Plague
2001-08-16 20:57:31+00 by
Dan Lyke
3 comments
View From The Heart has some conjecture on what a major epidemic in the US might look like (scroll down to "Epidemic Worries"). I've said a couple of times that we're kind-of overdue for a replay of the flu epidemic of the early part of last century, it looks like that idea's becoming part of the greater consciousness...
[ related topics:
Health
]
comments in ascending chronological order (reverse):
#Comment made: 2002-02-21 05:32:30+00 by:
alwin
It's something that is on the mind of almost every ICU doc/nurse once ''flu season'' starts. Every year we get close to being snowed under as the nursing home patients and the debilitated elderly start getting infected and falling prey not just to the virus, but to their other chronic health conditions that are made worse by the viral attack.

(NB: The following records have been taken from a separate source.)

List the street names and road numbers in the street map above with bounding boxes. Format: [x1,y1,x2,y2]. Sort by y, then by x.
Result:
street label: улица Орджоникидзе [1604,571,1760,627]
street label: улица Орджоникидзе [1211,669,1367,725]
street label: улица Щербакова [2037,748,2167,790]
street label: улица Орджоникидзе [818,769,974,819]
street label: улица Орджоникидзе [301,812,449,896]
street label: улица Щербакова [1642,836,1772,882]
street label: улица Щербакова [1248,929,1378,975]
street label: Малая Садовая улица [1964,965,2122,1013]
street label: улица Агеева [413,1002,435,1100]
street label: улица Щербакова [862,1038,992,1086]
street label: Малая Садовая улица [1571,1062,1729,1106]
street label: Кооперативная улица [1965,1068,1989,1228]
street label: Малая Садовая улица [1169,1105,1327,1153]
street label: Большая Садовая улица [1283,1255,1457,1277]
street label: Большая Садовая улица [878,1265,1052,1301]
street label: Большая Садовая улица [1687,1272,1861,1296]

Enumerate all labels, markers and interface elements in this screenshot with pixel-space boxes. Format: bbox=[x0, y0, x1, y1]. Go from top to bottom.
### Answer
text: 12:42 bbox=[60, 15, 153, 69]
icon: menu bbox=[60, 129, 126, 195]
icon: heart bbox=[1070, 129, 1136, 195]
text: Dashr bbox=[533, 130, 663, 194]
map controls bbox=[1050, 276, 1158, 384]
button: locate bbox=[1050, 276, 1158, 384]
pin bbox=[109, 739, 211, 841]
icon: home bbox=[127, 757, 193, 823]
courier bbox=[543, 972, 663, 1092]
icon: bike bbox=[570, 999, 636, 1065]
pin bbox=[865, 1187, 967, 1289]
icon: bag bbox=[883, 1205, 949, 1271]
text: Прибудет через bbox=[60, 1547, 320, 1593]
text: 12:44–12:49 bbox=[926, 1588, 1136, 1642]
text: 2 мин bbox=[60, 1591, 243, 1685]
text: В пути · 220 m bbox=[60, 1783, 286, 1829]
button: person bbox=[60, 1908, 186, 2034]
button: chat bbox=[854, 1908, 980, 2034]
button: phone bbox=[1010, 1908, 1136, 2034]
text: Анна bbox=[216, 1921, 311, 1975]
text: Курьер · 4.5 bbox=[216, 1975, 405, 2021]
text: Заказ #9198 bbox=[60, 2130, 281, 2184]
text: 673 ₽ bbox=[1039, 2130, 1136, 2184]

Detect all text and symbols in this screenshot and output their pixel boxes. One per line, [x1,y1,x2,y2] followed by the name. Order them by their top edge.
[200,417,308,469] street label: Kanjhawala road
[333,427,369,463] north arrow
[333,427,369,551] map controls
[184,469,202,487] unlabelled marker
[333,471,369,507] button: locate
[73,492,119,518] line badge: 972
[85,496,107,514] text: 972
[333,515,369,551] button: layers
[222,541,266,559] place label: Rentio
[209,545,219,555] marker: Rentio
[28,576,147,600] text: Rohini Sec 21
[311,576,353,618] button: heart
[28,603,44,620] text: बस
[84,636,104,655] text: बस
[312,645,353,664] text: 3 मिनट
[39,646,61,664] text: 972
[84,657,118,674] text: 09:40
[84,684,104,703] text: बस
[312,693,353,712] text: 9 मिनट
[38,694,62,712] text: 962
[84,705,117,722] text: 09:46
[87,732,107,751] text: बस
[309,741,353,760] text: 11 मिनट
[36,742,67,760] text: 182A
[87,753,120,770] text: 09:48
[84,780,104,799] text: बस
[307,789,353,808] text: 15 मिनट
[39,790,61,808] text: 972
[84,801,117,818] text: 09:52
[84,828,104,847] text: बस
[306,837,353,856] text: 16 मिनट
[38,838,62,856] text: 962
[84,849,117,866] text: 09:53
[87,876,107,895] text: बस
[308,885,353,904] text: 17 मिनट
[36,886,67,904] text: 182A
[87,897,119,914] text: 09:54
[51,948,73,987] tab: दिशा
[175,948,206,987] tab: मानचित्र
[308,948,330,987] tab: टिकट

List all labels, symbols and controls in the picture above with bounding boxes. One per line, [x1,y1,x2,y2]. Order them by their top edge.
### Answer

For the past couple of years we've had slow run-ups of vaccine supplies as the season gets started. Pharm companies seem to hate the liability issues in making the stuff, and frankly there is a better profit profile making Viagra or Celebrex or some other patented medication they can charge high prices for.
All it's going to take is one factory fire or other disaster and we could have a real public health crisis the likes of which we haven't seen for a couple of generations. It's a public policy issue that, unfortunately, isn't on the radar of politicians more interested in lobbyist money from the Hospital/Pharm Corps than in the public interest and well-being.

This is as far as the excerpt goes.